Hoy es el primer día de la Pascua. Anoche celebramos la Vigilia Pascual, las tinieblas fueron rotas por la luz de Cristo y dimos gracias a Dios. Hoy, toda esta semana, cada día de nuestra vida, deberíamos correr a confirmar lo que nuestro corazón nos dicta: La Vida ha vencido, la esperanza no es vana. Seguramente muchos se queden encerrados en su cenáculo del atasco para volver a casa, pensando en la rutina del día siguiente. Siguen sin entender la Escritura pues son incapaces de entender su propio corazón.

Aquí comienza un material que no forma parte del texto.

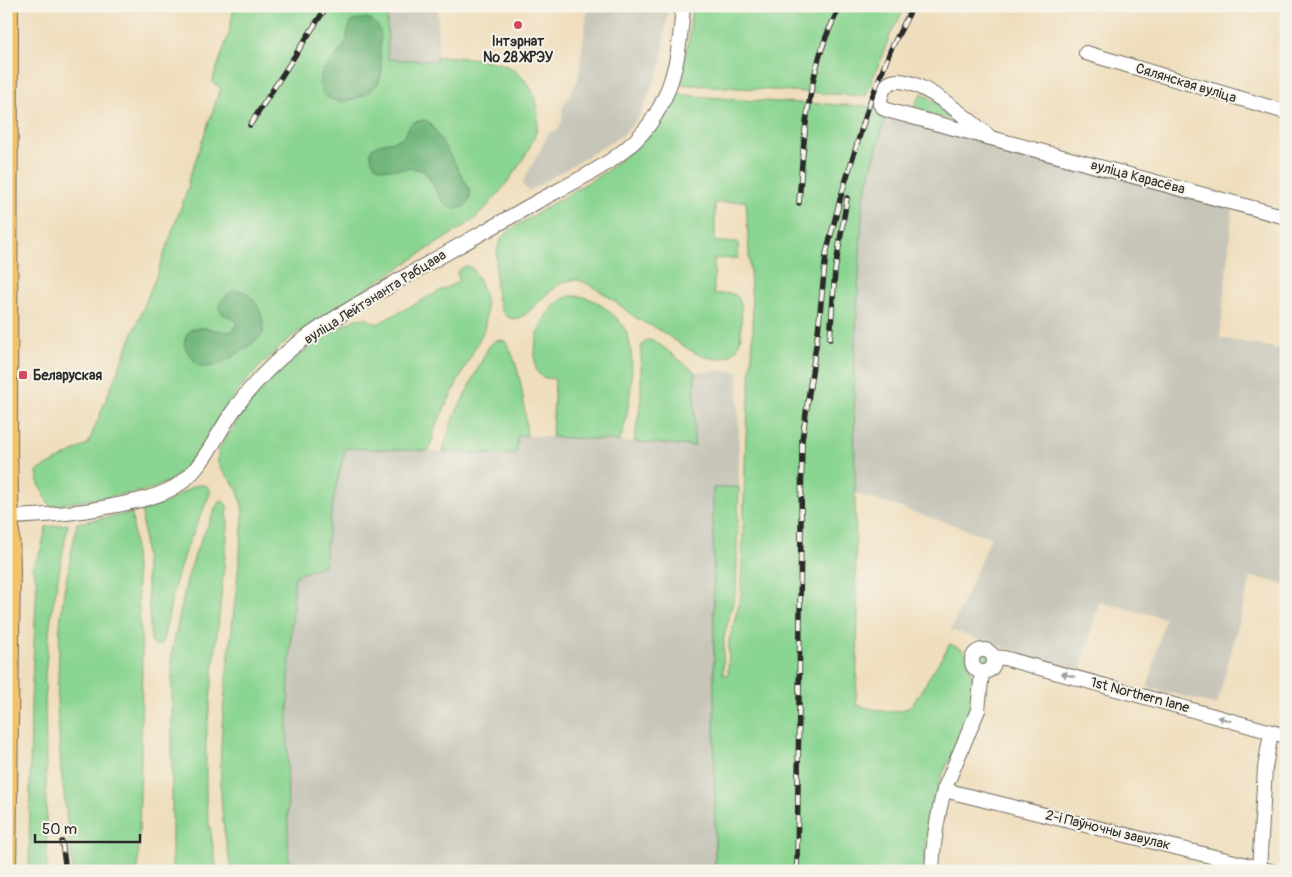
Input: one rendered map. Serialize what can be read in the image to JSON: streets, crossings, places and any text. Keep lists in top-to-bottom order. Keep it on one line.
{"streets":{"street":["Сялянская вуліца","вуліца Карасёва","вуліца Лейтэнанта Рабцава","1st Northern lane","2-і Паўночны завулак"]},"crossings":[["1st Northern lane","2-і Паўночны завулак"]],"places":{"other":["Інтэрнат № 28 ЖРЭУ"],"transit":["Беларуская"]},"scale_bar":"50 m"}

Parece que los hombres somos expertos en ahogar las buenas noticias, la única Buena Noticia. Bastará ojear el periódico de hoy para que se nos haga difícil encontrar una buena noticia. Los hechos los sabemos: “Vosotros conocéis lo que sucedió en el país de los judíos, cuando Juan predicaba el bautismo, aunque la cosa empezó en Galilea,” pero parece que somos incapaces de conectar esos hechos con las ansias sanas del corazón humano, con esa intuición de eternidad que todos tenemos, pero que acallamos por el día a día.
Hoy es día de dejar que venza esa íntima esperanza que todos tenemos y que compartimos en la Iglesia. Es día de gritar ¡Aleluya! y enterrar nuestro afán de “cosas” para “aspirar a los bienes de allá arriba.” Si nos convencemos de esto nuestra mirada a la vida (y a la muerte), cambia radicalmente, en el día de hoy y siempre.
“Este es el día en que actuó el Señor: sea nuestra alegría y nuestro gozo.” Lo cantaremos muchas veces en estos días. Corramos nosotros también a hacerlo realidad. Dejemos las tristezas, nuestros pensamientos egoístas, nuestras tontas alegrías para abrazarlos a la verdadera Alegría. El Señor actúa y sigue actuando.
La Virgen, tras depositar a su hijo en el sepulcro, no tendría la intuición de que algo pasaría, tendría la certeza de que Dios no defrauda, esperaría -serena y en paz-, el volver a abrazar a su Hijo y, en Él, a ti y a mí , que tan necesitados estamos del abrazo de la Madre.